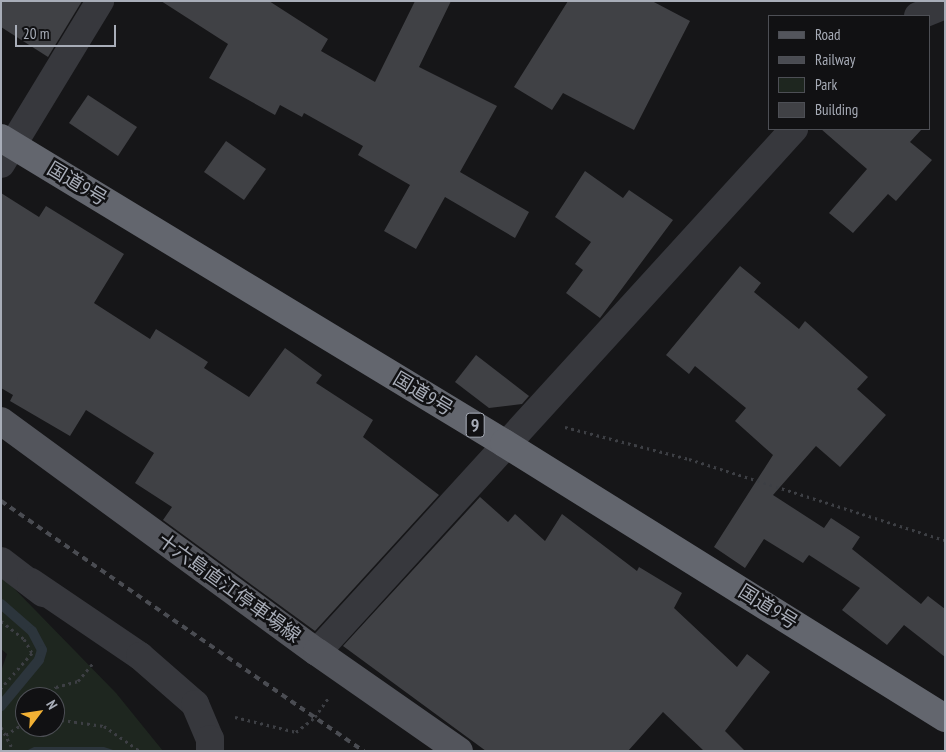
<!DOCTYPE html>
<html>
<head>
<meta charset="utf-8">
<style>
  body { margin:0 }
  #map { position:relative; width:946px; height:752px; overflow:hidden; background:#161618; font-family:"PT Sans Narrow","Noto Sans JP",sans-serif }
  div>[style] { position:absolute }
  .green>* { inset:0; background:#1e261f }
  .water>* { inset:0; background:#2c353c }
  .stream>* { height:10px; margin:-5px; padding:0 5px; transform-origin:5px; border-radius:5px; background:#2c353c }
  .building>* { inset:0; background:#404145 }
  .path>* { height:3px; margin-top:-1.5px; transform-origin:0; background:repeating-linear-gradient(90deg,#3d3f44 0 2.5px,transparent 0 6.5px) }
  .minor>* { height:28px; margin:-14px; padding:0 14px; transform-origin:14px; border-radius:14px; background:#37383d }
  .major>* { height:28px; margin:-14px; padding:0 14px; transform-origin:14px; border-radius:14px; background:#53555c }
  .highway>* { height:28px; margin:-14px; padding:0 14px; transform-origin:14px; border-radius:14px; background:#63666e }
  .rail>* { height:4px; margin-top:-2px; transform-origin:0; background:repeating-linear-gradient(90deg,#4a4c52 0 6px,transparent 0 11px) }
  span { translate:-50% -50%; white-space:nowrap; text-align:center; line-height:1.15; -webkit-text-stroke:5px #111113; paint-order:stroke }
  .shield-label span { padding:1px 4px; background:#111113; border:1px solid; border-radius:4px; -webkit-text-stroke-width:0 }
  .shield-label { font-size:18px; color:#a8adb8; font-weight:700 }
  .street-label { font-size:19px; color:#a8adb8 }
  .frame { position:absolute; inset:0; border:2px solid #a8adb8; pointer-events:none }
  .legend { position:absolute; left:768px; top:15px; width:162px; height:115px; box-sizing:border-box; background:#111113; border:1px solid #4d4f55; margin:0; padding:6px 9px; list-style:none; font-size:15px; color:#a8adb8 }
  .legend li { display:flex; align-items:center; gap:10px; height:25px }
  .legend b { width:25px; border:1px solid #4d4f55 }
  .north { position:absolute; left:15px; top:687px; width:50px; height:50px; box-sizing:border-box; background:#111113; border:1px solid #4d4f55; border-radius:50%; rotate:59deg; font-size:14px; font-weight:700; line-height:20px; text-align:center; color:#a8adb8 }
  .north::after { content:''; display:block; margin:auto; width:18px; height:22px; background:#f2b134; clip-path:polygon(50% 0,100% 100%,50% 72%,0 100%) }
  .scale { position:absolute; left:15px; top:25px; width:101px; height:22px; box-sizing:border-box; border:2px solid #a8adb8; border-top:0; padding-left:6px; font-size:15px; line-height:18px; white-space:nowrap; color:#a8adb8; -webkit-text-stroke:4px #111113; paint-order:stroke }
</style>
</head>
<body>
<div id="map">
  <div class="green">
    <div style="clip-path:polygon(evenodd,1px 575px,116px 693px,163px 751px,1px 751px,1px 671px,7px 654px,1px 649px,1px 575px,25px 697px,55px 697px,55px 727px,25px 727px,25px 697px)"></div>
  </div>
  <div class="water">
    <div style="clip-path:polygon(34px 747px,104px 747px,116px 751px,26px 751px)"></div>
  </div>
  <div class="stream">
    <div style="left:1px;top:604px;width:41px;rotate:41.1deg"></div>
    <div style="left:32px;top:631px;width:21px;rotate:62deg"></div>
    <div style="left:42px;top:650px;width:10px;rotate:107deg"></div>
    <div style="left:39px;top:660px;width:60px;rotate:129.6deg"></div>
  </div>
  <div class="building">
    <div style="clip-path:polygon(1px 1px,82px 1px,48px 57px,1px 27px)"></div>
    <div style="clip-path:polygon(161px 1px,269px 1px,328px 39px,321px 51px,375px 82px,415px 1px,451px 1px,419px 67px,497px 106px,460px 172px,529px 212px,515px 238px,445px 197px,416px 249px,384px 231px,410px 185px,358px 155px,363px 146px,304px 113px,302px 117px,280px 105px,275px 115px,209px 78px,228px 44px)"></div>
    <div style="clip-path:polygon(568px 1px,652px 1px,690px 21px,634px 130px,563px 93px,552px 110px,514px 87px)"></div>
    <div style="clip-path:polygon(88px 95px,137px 127px,118px 156px,69px 123px)"></div>
    <div style="clip-path:polygon(821px 129px,922px 129px,910px 142px,932px 160px,896px 201px,888px 194px,853px 233px,829px 213px,867px 169px)"></div>
    <div style="clip-path:polygon(226px 141px,266px 169px,244px 200px,204px 172px)"></div>
    <div style="clip-path:polygon(585px 171px,623px 198px,629px 190px,673px 220px,600px 318px,566px 293px,583px 270px,575px 264px,591px 242px,555px 217px)"></div>
    <div style="clip-path:polygon(1px 193px,39px 217px,46px 206px,124px 254px,94px 303px,150px 339px,156px 329px,208px 362px,204px 368px,249px 397px,285px 348px,322px 375px,316px 383px,373px 420px,363px 437px,439px 495px,315px 631px,163px 520px,172px 507px,135px 483px,154px 453px,86px 410px,70px 436px,10px 401px,13px 395px,1px 388px)"></div>
    <div style="clip-path:polygon(740px 266px,761px 283px,754px 292px,799px 329px,805px 321px,868px 377px,857px 389px,886px 415px,840px 467px,816px 446px,773px 495px,824px 528px,831px 518px,860px 537px,852px 549px,921px 604px,928px 596px,945px 609px,945px 657px,904px 625px,887px 645px,842px 610px,860px 588px,809px 555px,803px 563px,764px 539px,745px 568px,714px 547px,773px 455px,735px 421px,746px 408px,695px 366px,689px 374px,666px 355px)"></div>
    <div style="clip-path:polygon(476px 355px,529px 396px,522px 404px,489px 408px,455px 382px)"></div>
    <div style="clip-path:polygon(480px 497px,508px 522px,515px 514px,545px 541px,562px 514px,637px 571px,639px 567px,682px 593px,674px 608px,737px 667px,747px 654px,770px 672px,725px 731px,745px 751px,704px 751px,663px 712px,628px 751px,486px 751px,343px 646px)"></div>
  </div>
  <div class="path">
    <div style="left:565px;top:427px;width:128px;rotate:14.5deg"></div>
    <div style="left:689px;top:459px;width:269px;rotate:17.6deg"></div>
    <div style="left:1px;top:621px;width:29px;rotate:38deg"></div>
    <div style="left:24px;top:639px;width:16px;rotate:60deg"></div>
    <div style="left:32px;top:653px;width:47px;rotate:131.5deg"></div>
    <div style="left:46px;top:697px;width:14px;rotate:-45deg"></div>
    <div style="left:56px;top:687px;width:23px;rotate:-15deg"></div>
    <div style="left:78px;top:681px;width:25px;rotate:-50deg"></div>
    <div style="left:235px;top:717px;width:63px;rotate:13.8deg"></div>
    <div style="left:296px;top:732px;width:24px;rotate:-38deg"></div>
    <div style="left:315px;top:717px;width:24px;rotate:-55deg"></div>
    <div style="left:55px;top:719px;width:49px;rotate:8.1deg"></div>
    <div style="left:104px;top:726px;width:44px;rotate:34.8deg"></div>
    <div style="left:1px;top:727px;width:27px;rotate:62deg"></div>
    <div style="left:6px;top:735px;width:23px;rotate:-34deg"></div>
  </div>
  <div class="minor">
    <div style="left:918px;top:16px;width:29px;rotate:-22deg"></div>
    <div style="left:1px;top:164px;width:191px;rotate:-58.7deg"></div>
    <div style="left:1px;top:561px;width:53px;rotate:37.3deg"></div>
    <div style="left:31px;top:582px;width:132px;rotate:34.2deg"></div>
    <div style="left:140px;top:656px;width:73px;rotate:41.1deg"></div>
    <div style="left:195px;top:704px;width:38px;rotate:67deg"></div>
    <div style="left:210px;top:739px;width:12px;rotate:90deg"></div>
    <div style="left:317px;top:652px;width:708px;rotate:-47.63deg"></div>
  </div>
  <div class="major">
    <div style="left:1px;top:421px;width:391px;rotate:36.2deg"></div>
    <div style="left:317px;top:652px;width:173px;rotate:34.9deg"></div>
  </div>
  <div class="highway">
    <div style="left:1px;top:138px;width:588px;rotate:31.23deg"></div>
    <div style="left:504px;top:443px;width:520px;rotate:31.95deg"></div>
  </div>
  <div class="rail">
    <div style="left:1px;top:501px;width:441px;rotate:34.6deg"></div>
  </div>
  <div class="shield-label">
    <span style="left:475px;top:425px">9</span>
  </div>
  <div class="street-label">
    <span style="left:77px;top:184px;rotate:31deg">国道9号</span>
    <span style="left:423px;top:394px;rotate:31deg">国道9号</span>
    <span style="left:229px;top:588px;rotate:36deg">十六島直江停車場線</span>
    <span style="left:768px;top:607px;rotate:32deg">国道9号</span>
  </div>
  <div class="frame"></div>
  <ul class="legend">
  <li><b style="height:6px;background:#53555c"></b>Road</li>
  <li><b style="height:6px;background:#4a4c52"></b>Railway</li>
  <li><b style="height:14px;background:#1e261f"></b>Park</li>
  <li><b style="height:14px;background:#404145"></b>Building</li>
  </ul>
  <div class="north">N</div>
  <div class="scale">20 m</div>
</div>
</body>
</html>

**Your assignment:**
Both the line containing "translate:-50% -50%; white-space:nowrap;" and the line containing "width:25px; border:1px solid" belong in the answer. Print them and every line above that falls between them exactly, and no others.

**Result:**
  span { translate:-50% -50%; white-space:nowrap; text-align:center; line-height:1.15; -webkit-text-stroke:5px #111113; paint-order:stroke }
  .shield-label span { padding:1px 4px; background:#111113; border:1px solid; border-radius:4px; -webkit-text-stroke-width:0 }
  .shield-label { font-size:18px; color:#a8adb8; font-weight:700 }
  .street-label { font-size:19px; color:#a8adb8 }
  .frame { position:absolute; inset:0; border:2px solid #a8adb8; pointer-events:none }
  .legend { position:absolute; left:768px; top:15px; width:162px; height:115px; box-sizing:border-box; background:#111113; border:1px solid #4d4f55; margin:0; padding:6px 9px; list-style:none; font-size:15px; color:#a8adb8 }
  .legend li { display:flex; align-items:center; gap:10px; height:25px }
  .legend b { width:25px; border:1px solid #4d4f55 }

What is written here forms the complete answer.